__Task data__

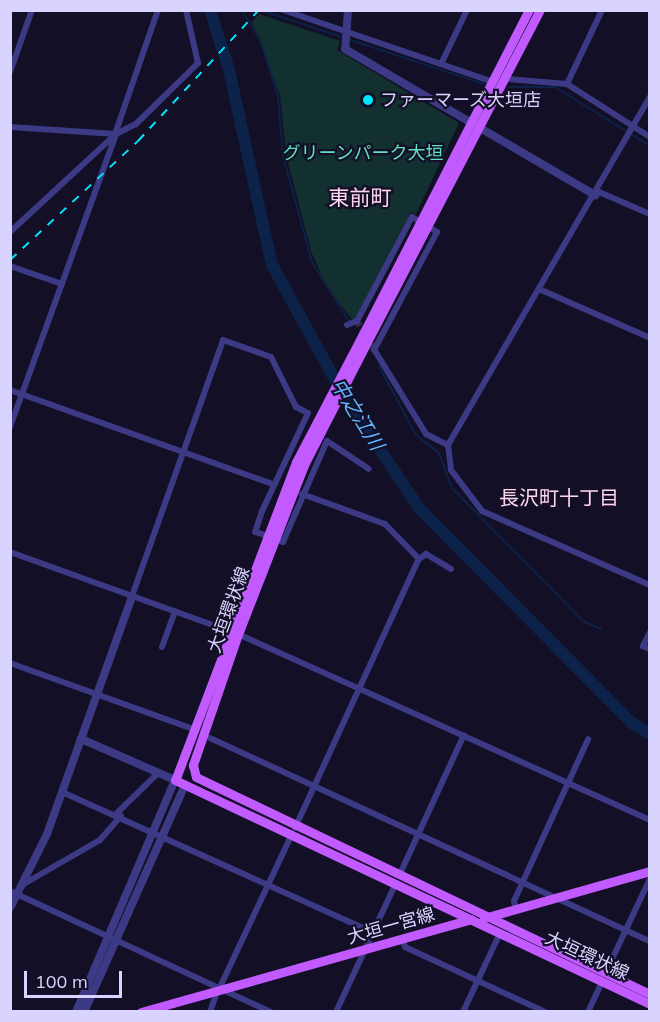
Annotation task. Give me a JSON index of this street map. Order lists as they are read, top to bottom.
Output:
{
  "streets": {
    "main road": ["大垣環状線", "大垣一宮線"]
  },
  "crossings": [
    ["大垣環状線", "大垣一宮線"]
  ],
  "districts": ["東前町", "長沢町十丁目"],
  "water": ["中之江川"],
  "parks": ["グリーンパーク大垣"],
  "places": ["ファーマーズ大垣店"],
  "scale_bar": "100 m"
}
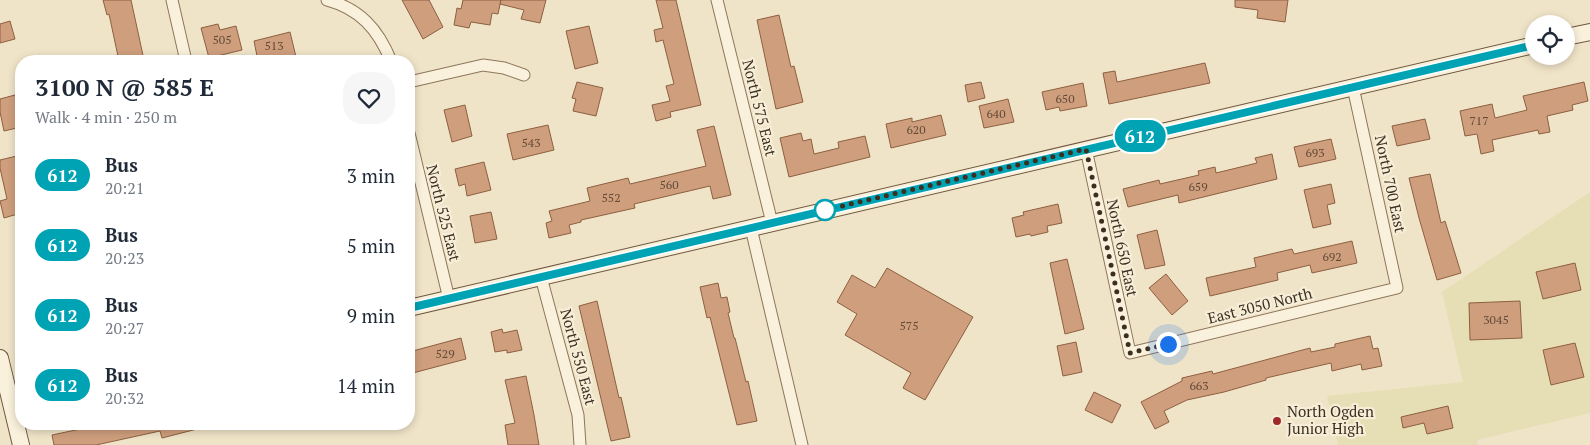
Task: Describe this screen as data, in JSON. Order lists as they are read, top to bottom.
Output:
{
  "streets": {
    "street": [
      "North 575 East",
      "North 700 East",
      "North 525 East",
      "North 650 East",
      "East 3050 North",
      "North 550 East"
    ]
  },
  "crossings": [
    ["North 700 East", "East 3050 North"],
    ["North 650 East", "East 3050 North"]
  ],
  "places": ["North Ogden Junior High"],
  "lines": ["bus line 612"],
  "house_numbers": [
    "505",
    "513",
    "650",
    "640",
    "717",
    "620",
    "543",
    "693",
    "560",
    "659",
    "552",
    "692",
    "3045",
    "575",
    "529",
    "663"
  ],
  "page": {
    "on_map": "612",
    "heading": ["3100 N @ 585 E", "Walk · 4 min · 250 m"],
    "list": [
      {
        "mark": "612",
        "name": "Bus",
        "note": "20:21",
        "value": "3 min"
      },
      {
        "mark": "612",
        "name": "Bus",
        "note": "20:23",
        "value": "5 min"
      },
      {
        "mark": "612",
        "name": "Bus",
        "note": "20:27",
        "value": "9 min"
      },
      {
        "mark": "612",
        "name": "Bus",
        "note": "20:32",
        "value": "14 min"
      }
    ]
  }
}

__Exercise brief__
Every line of the records in which the string "lists" is found should be counted, and only the count returned.

__Exercise result__
2